Michel Colucci, in arte Coluche (1944-1986)
Coluche (nome d’arte di Michel Colucci) non è molto conosciuto in Italia, ma in Francia ha sempre goduto di una popolarità immensa, dovuta alla sua comicità innovativa ed irriverente che spesso e volentieri prendeva spunto dalla realtà sociale e politica francese. La tragica fine – perse la vita, poco più che quarantenne, in un incidente stradale in Costa Azzurra nel 1986 – non ha fatto altro che alimentarne ulteriormente il mito.
Ebbene, l’attore transalpino viene ricordato in patria non solo per la geniale vis comica, ma anche per la sua singolarissima esperienza politica, legata alle elezioni presidenziali del 1981 (che videro poi l’affermazione del socialista François Mitterrand).
Dopo aver subito una censura da parte dell’emittente RMC, Coluche decide di lanciare la propria candidatura all’Eliseo, in modo che nessuno possa più censurarlo.
I suoi slogan sono surreali: “Finora la Francia è divisa in due; con me sarà piegata in quattro!” oppure “Coluche: l’unico candidato che non ha alcun motivo di mentirvi“. Per non parlare del suo appello (nell’immagine qui sotto) rivolto agli esclusi di Francia – e non solo – per “fottere nel culo” (cit.) gli uomini politici che non li prendono sul serio.

Il manifesto elettorale di Coluche
La candidatura di Coluche non venne per niente snobbata. Anzi. L’attore godeva dell’appoggio di fior di intellettuali francesi (Gilles Deleuze, Pierre Bourdieu), del celebre giornale satirico Hara Kiri, e di alcuni sindacati, tanto da spaventare a morte la sinistra e i socialisti di Mitterrand, che temevano una consistente emorragia di voti; d’altro canto, anche la destra (all’epoca dei fatti al potere con il presidente Giscard D’Estaing, bersaglio dei monologhi di Coluche) fece di tutto per delegittimarlo: sul giornale satirico di estrema destra “Minute”, nel giro di poco tempo, appare la notizia di un furto compiuto da Coluche all’età di 19 anni.

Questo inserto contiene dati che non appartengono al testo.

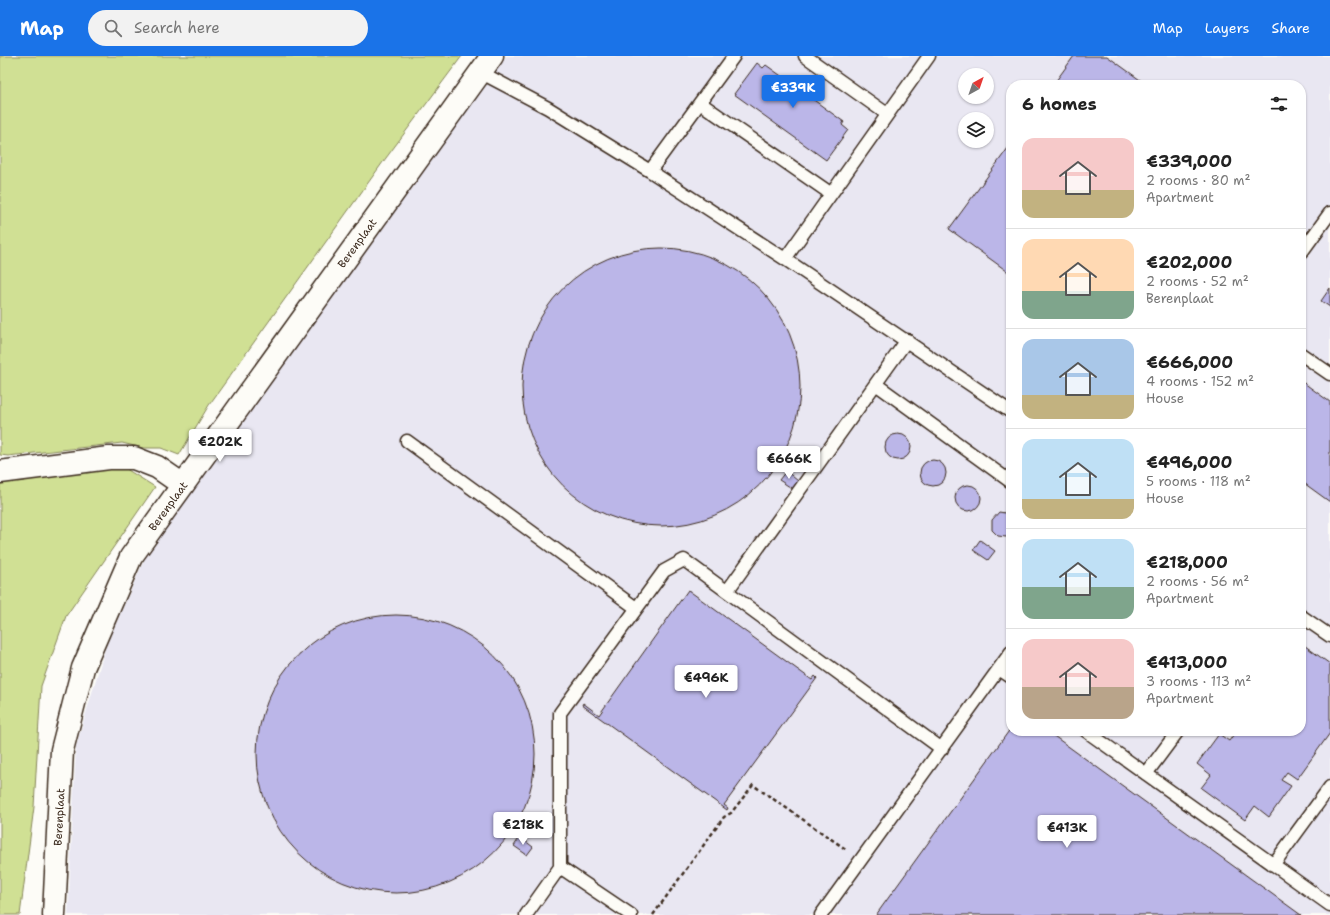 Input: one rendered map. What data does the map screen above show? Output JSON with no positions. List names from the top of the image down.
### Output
{
  "streets": {
    "street": ["Berenplaat"]
  },
  "north": "top right",
  "page": {
    "header": "Map",
    "search": "Search here",
    "nav": ["Map", "Layers", "Share"],
    "price": [
      "€339K",
      "€202K",
      "€666K",
      "€496K",
      "€218K",
      "€413K"
    ],
    "heading": "6 homes",
    "list": [
      {
        "name": "€339,000",
        "note": "2 rooms · 80 m² · Apartment"
      },
      {
        "name": "€202,000",
        "note": "2 rooms · 52 m² · Berenplaat"
      },
      {
        "name": "€666,000",
        "note": "4 rooms · 152 m² · House"
      },
      {
        "name": "€496,000",
        "note": "5 rooms · 118 m² · House"
      },
      {
        "name": "€218,000",
        "note": "2 rooms · 56 m² · Apartment"
      },
      {
        "name": "€413,000",
        "note": "3 rooms · 113 m² · Apartment"
      }
    ]
  }
}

L’omicidio del suo collaboratore René Gorlin – un delitto passionale, secondo la polizia francese – e le numerose minacce ricevute fecero desistere Coluche, il quale, stremato anche da uno sciopero della fame di due settimane, alla fine consiglia ai suoi potenziali elettori di votare per i socialisti di Mitterrand. “Preferisco che la mia candidatura si fermi qui, perché comincia a rompermi le palle”, dichiarerà.

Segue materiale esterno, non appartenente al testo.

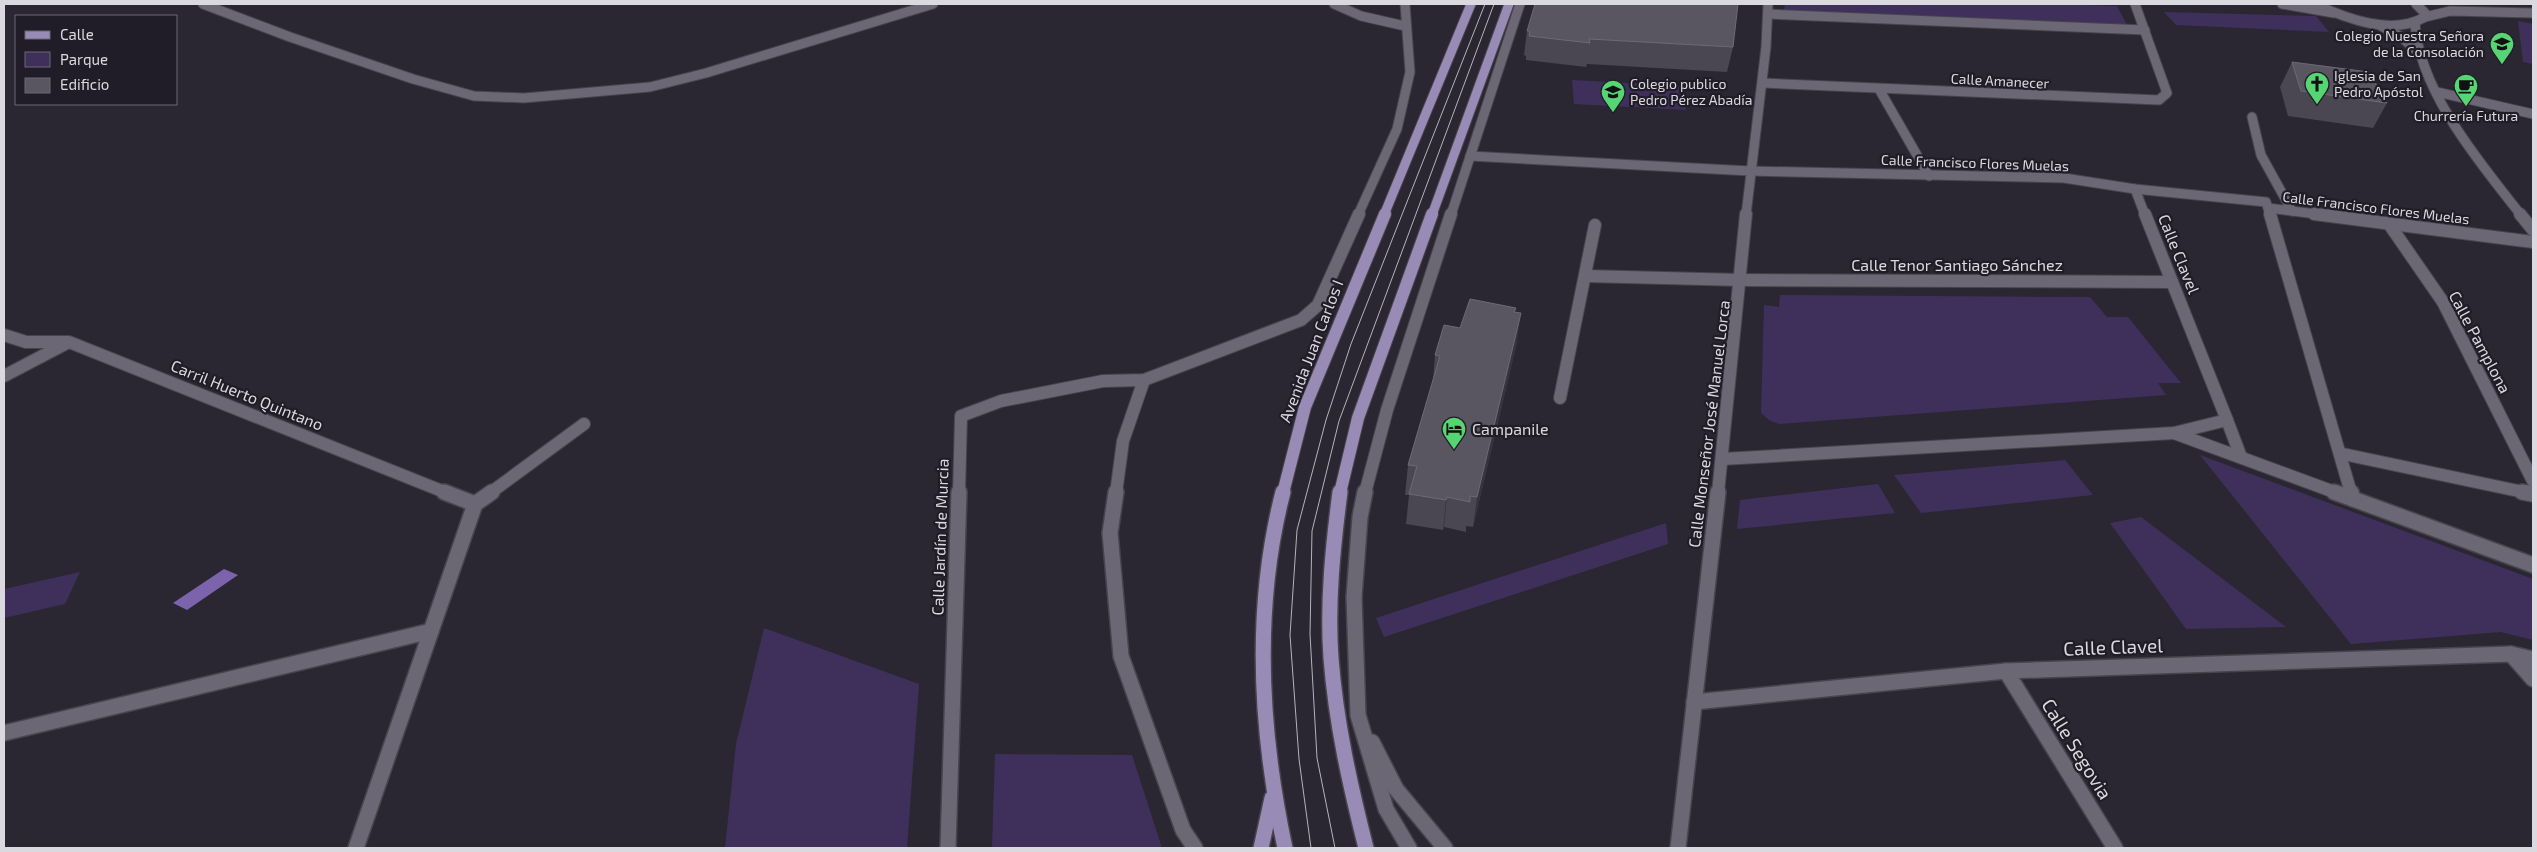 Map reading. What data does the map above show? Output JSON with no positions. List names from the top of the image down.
{
  "streets": {
    "main road": ["Avenida Juan Carlos I"],
    "street": [
      "Calle Amanecer",
      "Calle Francisco Flores Muelas",
      "Calle Clavel",
      "Calle Tenor Santiago Sánchez",
      "Calle Pamplona",
      "Carril Huerto Quintano",
      "Calle Monseñor José Manuel Lorca",
      "Calle Jardín de Murcia",
      "Calle Segovia"
    ]
  },
  "crossings": [
    ["Calle Amanecer", "Calle Monseñor José Manuel Lorca"],
    ["Calle Francisco Flores Muelas", "Calle Clavel"],
    ["Calle Francisco Flores Muelas", "Calle Pamplona"],
    ["Calle Francisco Flores Muelas", "Calle Monseñor José Manuel Lorca"],
    ["Calle Clavel", "Calle Tenor Santiago Sánchez"],
    ["Calle Clavel", "Calle Monseñor José Manuel Lorca"],
    ["Calle Clavel", "Calle Segovia"],
    ["Calle Tenor Santiago Sánchez", "Calle Monseñor José Manuel Lorca"]
  ],
  "places": {
    "school or university": ["Colegio Nuestra Señora de la Consolación", "Colegio publico Pedro Pérez Abadía"],
    "church": ["Iglesia de San Pedro Apóstol"],
    "cafe": ["Churrería Futura"],
    "hotel": ["Campanile"]
  },
  "legend": ["Calle", "Parque", "Edificio"]
}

Secondo il maestro Dino Risi, sarebbe stato proprio Coluche, in qualche modo, a ispirare Grillo a intraprendere la carriera di arringatore di folle. In un’intervista al “Corriere” del 2007 (in piena epoca “Vaffanculo-Day“, per intenderci), Risi affermò che «Grillo aveva un rispetto enorme per Coluche. Ne riconosceva la grandezza artistica» e che «forse (…) fu proprio Coluche a ispirarlo: lui in Francia era già un idolo per tutti. Era considerato il castigatore dei politici, tanto che poi si candidò alla presidenza della Repubblica. Un personaggio strepitoso. Adoravo le sue cene nel palazzo di Parigi: c’era di tutto e di tutti, anche la pista di cocaina come segnaposto». Nell’intervista, Risi fa riferimento anche a una presunta gelosia di Grillo, causata dall’enorme simpatia di Risi nei confronti della star francese. «Già depresso perché ridotto al ruolo di spalla, Beppe a un certo punto si ingelosì del rapporto speciale che avevo con Coluche. E così, per ripicca, fece la mossa classica dell’attore indispettito: si diede malato. Per due mesi dovemmo sospendere le riprese. Finché qualcuno non gli fece sapere che se non fosse tornato avrebbe dovuto pagare una penale. Parola magica: da buon genovese si ripresentò sul set». Nella stessa intervista il regista usò anche delle parole assai meno tenere nei confronti del leader a 5 stelle, e sul suo crescente impegno politico.
Non è compito nostro stabilire parallelismi fra l’ascesa politica di Grillo e la folle avventura di Coluche, né la misura in cui il comico francese abbia influito sulla seconda vita del tribuno del popolo. Alcune fra le vicende citate, in fin dei conti, non sono altro che degli interessanti aneddoti. Tuttavia, quel singolare episodio della politica francese (da cui è stato tratto anche un film, Coluche, histoire d’un mec, di Antoine de Caunes, 2008), confrontato con i fenomeni di antipolitica di oggi, ci appare senz’altro degno di suscitare più di una riflessione.